* _WHAT IS BEING ASKED_: Read the lines below, and copy any that contain the string "needle".

____

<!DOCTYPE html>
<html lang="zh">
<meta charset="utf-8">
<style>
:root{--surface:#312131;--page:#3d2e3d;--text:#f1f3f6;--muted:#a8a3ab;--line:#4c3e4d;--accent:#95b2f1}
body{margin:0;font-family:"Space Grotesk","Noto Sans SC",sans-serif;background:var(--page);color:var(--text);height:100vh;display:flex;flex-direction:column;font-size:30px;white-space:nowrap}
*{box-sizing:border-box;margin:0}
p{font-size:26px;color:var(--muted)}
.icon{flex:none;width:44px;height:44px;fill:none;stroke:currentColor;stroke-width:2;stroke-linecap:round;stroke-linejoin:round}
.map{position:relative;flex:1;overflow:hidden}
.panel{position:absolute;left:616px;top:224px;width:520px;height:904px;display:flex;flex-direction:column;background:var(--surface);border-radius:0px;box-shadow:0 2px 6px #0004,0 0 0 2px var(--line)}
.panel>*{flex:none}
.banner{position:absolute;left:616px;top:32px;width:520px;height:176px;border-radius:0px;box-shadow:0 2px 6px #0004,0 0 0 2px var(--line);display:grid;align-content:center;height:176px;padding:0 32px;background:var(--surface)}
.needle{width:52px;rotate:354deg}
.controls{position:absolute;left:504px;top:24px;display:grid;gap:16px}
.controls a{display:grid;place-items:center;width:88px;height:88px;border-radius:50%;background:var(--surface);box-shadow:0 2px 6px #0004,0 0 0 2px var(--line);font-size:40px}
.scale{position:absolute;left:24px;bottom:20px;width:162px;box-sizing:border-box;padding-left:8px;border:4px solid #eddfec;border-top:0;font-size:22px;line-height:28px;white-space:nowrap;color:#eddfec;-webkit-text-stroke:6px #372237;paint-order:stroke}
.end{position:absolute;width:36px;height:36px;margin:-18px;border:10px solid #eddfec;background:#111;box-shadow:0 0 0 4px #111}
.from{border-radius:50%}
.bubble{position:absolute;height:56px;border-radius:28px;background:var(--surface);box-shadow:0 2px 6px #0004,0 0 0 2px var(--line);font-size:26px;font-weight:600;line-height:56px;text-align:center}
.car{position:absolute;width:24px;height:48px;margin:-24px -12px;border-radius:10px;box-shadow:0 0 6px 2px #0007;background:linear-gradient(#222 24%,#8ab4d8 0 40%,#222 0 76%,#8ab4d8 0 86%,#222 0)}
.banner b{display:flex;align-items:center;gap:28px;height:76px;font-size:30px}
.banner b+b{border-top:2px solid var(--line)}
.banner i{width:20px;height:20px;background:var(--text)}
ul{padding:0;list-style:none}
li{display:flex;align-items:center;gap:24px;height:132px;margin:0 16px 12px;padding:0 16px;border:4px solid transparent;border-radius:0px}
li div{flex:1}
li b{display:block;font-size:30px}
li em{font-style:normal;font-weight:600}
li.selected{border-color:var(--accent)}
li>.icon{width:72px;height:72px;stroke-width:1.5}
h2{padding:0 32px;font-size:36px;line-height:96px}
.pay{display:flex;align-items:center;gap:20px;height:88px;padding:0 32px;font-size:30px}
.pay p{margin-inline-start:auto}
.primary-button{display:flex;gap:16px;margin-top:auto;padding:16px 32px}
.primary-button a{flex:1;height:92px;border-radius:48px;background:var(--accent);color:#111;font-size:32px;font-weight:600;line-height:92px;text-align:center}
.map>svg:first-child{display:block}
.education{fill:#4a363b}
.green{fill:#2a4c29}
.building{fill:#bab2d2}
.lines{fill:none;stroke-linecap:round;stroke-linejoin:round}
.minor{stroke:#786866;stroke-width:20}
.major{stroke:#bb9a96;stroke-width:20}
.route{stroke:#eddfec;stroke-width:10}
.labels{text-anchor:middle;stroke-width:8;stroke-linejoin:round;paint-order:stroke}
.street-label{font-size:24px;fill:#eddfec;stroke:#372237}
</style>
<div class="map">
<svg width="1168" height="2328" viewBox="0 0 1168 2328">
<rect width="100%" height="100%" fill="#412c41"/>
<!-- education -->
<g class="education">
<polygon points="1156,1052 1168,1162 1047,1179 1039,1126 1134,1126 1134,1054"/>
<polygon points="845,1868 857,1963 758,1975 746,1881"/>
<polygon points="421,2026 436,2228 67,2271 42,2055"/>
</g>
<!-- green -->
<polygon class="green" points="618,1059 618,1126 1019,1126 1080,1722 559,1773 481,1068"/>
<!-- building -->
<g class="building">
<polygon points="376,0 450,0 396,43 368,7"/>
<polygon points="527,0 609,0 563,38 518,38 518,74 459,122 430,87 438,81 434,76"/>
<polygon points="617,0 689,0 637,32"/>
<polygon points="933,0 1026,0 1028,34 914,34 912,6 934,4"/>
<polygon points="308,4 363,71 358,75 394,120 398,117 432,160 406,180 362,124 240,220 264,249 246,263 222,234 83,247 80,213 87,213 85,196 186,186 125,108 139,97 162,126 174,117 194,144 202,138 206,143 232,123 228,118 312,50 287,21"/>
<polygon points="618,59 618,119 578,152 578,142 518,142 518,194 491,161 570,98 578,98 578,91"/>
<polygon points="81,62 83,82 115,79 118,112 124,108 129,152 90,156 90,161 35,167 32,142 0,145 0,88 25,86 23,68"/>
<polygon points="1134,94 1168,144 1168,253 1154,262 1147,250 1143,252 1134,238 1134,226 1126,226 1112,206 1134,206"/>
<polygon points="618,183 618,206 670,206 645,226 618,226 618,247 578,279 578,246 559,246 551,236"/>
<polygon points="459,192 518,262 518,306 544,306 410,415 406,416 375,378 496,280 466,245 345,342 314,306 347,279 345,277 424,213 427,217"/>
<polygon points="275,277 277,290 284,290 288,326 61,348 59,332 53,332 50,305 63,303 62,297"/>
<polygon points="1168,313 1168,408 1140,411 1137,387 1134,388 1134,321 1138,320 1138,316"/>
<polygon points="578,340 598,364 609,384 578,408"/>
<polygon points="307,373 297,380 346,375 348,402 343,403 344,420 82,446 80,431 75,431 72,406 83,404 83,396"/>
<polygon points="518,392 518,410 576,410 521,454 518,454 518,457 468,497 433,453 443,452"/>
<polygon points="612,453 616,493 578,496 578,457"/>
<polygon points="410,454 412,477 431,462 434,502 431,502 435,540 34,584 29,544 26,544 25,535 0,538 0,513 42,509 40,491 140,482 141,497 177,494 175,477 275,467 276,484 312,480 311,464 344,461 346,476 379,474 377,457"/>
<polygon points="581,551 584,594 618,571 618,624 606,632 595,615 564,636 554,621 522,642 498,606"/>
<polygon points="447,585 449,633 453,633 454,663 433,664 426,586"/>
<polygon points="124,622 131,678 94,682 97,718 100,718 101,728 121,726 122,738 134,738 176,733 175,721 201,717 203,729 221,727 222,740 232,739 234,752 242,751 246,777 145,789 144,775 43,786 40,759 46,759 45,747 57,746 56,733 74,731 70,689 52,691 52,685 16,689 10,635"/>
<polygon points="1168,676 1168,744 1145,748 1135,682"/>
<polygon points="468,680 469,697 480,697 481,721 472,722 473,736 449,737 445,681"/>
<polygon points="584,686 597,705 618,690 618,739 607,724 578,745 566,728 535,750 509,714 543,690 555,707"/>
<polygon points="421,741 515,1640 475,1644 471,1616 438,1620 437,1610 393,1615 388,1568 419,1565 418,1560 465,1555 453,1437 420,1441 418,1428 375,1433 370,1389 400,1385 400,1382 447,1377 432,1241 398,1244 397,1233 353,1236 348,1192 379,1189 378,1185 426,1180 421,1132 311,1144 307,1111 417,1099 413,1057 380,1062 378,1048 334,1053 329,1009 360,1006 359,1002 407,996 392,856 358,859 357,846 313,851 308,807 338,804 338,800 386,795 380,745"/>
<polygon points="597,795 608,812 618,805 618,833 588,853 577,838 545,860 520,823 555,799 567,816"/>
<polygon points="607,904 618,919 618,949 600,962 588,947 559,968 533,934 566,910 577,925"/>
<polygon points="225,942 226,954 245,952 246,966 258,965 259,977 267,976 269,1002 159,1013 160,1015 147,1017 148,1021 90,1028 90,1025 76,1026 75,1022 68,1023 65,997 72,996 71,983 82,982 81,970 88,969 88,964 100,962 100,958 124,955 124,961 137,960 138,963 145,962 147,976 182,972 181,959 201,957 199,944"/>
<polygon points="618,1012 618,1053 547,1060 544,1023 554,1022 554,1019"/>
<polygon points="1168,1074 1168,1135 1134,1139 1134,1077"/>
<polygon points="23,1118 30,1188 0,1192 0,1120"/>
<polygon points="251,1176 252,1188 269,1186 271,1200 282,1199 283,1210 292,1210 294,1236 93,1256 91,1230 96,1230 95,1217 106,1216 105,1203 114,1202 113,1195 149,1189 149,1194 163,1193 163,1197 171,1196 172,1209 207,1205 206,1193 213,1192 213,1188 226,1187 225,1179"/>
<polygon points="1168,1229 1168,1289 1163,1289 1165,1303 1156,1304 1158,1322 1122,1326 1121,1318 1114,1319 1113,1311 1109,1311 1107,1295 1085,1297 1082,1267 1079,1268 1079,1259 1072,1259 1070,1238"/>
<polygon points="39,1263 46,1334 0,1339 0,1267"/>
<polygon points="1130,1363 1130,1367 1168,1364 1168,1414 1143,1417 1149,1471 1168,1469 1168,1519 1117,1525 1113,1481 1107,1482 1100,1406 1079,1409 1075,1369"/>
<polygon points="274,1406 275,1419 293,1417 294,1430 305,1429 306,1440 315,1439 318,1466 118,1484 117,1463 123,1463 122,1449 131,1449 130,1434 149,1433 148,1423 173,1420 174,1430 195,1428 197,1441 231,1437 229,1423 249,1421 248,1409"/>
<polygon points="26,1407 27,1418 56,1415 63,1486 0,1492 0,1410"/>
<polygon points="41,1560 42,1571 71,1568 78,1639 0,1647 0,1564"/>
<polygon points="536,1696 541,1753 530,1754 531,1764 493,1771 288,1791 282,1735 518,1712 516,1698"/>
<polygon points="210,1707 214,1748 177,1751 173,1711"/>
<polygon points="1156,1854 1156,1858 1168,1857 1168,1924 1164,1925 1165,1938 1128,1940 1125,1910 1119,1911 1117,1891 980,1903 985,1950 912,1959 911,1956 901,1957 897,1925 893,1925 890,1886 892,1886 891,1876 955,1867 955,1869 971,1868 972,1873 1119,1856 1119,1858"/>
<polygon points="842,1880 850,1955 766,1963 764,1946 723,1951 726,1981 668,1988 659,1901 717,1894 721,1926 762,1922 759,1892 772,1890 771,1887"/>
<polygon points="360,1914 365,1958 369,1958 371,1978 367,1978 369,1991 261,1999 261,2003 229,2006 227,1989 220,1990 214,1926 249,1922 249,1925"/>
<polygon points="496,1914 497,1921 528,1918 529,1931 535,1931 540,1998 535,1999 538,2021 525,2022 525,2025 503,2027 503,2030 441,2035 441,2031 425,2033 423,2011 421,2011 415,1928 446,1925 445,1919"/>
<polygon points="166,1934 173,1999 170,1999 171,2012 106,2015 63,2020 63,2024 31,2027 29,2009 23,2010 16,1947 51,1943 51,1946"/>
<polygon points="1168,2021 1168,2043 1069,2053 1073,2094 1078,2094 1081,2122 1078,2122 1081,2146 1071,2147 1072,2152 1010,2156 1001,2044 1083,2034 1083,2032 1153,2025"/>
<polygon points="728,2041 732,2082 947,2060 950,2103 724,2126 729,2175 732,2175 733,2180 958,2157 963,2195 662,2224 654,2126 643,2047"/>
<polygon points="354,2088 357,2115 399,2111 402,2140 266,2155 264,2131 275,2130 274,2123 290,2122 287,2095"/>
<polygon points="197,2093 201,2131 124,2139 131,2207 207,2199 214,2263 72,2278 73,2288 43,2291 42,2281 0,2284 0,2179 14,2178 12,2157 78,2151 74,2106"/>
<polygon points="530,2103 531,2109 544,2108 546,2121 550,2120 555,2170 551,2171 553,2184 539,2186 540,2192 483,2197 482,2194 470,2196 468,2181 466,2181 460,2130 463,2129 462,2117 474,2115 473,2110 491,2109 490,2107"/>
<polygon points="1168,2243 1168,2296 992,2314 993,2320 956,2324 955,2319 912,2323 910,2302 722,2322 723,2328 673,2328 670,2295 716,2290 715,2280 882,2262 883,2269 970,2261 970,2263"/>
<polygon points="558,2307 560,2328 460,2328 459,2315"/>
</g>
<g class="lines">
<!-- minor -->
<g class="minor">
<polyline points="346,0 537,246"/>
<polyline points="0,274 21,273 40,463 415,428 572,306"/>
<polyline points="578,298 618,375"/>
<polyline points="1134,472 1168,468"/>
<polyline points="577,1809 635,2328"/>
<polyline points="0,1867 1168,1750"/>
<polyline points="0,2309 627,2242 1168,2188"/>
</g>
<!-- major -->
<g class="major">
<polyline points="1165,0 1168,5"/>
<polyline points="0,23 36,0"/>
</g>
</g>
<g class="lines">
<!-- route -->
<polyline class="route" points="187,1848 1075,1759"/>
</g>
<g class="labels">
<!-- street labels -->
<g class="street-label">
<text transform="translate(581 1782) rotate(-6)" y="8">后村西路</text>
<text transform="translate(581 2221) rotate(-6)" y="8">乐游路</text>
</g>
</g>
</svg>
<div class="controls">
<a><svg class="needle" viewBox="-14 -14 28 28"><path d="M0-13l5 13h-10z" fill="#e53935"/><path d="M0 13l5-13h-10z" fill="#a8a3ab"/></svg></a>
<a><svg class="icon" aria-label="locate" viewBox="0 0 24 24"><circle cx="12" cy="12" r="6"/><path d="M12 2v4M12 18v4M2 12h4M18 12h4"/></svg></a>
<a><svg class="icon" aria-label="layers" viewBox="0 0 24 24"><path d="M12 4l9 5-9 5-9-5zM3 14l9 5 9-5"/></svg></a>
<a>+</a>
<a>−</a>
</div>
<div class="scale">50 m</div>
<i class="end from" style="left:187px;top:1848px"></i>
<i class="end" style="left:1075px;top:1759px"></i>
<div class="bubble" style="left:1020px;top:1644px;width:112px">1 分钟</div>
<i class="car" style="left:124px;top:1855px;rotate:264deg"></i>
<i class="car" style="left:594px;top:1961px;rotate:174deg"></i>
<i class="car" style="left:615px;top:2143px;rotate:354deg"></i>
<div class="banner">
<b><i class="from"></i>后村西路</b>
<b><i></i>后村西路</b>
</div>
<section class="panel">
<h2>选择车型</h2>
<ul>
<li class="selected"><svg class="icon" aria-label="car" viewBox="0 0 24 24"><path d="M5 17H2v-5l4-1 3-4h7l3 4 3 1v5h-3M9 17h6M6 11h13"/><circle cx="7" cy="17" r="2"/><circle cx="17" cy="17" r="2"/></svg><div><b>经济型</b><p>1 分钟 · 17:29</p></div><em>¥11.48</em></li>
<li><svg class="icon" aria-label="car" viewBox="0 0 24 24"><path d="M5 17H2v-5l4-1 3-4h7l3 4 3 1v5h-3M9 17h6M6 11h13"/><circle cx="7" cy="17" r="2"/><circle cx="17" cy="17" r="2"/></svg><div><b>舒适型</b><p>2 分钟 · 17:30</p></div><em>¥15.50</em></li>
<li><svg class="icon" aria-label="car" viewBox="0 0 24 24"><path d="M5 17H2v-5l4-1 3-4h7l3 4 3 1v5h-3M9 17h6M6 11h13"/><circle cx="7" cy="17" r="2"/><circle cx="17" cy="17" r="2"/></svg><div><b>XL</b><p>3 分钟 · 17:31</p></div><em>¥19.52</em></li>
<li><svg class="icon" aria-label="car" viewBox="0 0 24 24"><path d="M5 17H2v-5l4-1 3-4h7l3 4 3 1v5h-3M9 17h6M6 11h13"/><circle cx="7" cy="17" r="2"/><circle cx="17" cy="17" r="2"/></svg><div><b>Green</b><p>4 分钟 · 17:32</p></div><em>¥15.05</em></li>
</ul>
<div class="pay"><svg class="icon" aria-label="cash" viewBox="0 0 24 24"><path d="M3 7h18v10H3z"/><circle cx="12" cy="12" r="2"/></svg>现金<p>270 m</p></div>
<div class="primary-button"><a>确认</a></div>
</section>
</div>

____

* _RESULT FOR THIS EXERCISE_:
.needle{width:52px;rotate:354deg}
<a><svg class="needle" viewBox="-14 -14 28 28"><path d="M0-13l5 13h-10z" fill="#e53935"/><path d="M0 13l5-13h-10z" fill="#a8a3ab"/></svg></a>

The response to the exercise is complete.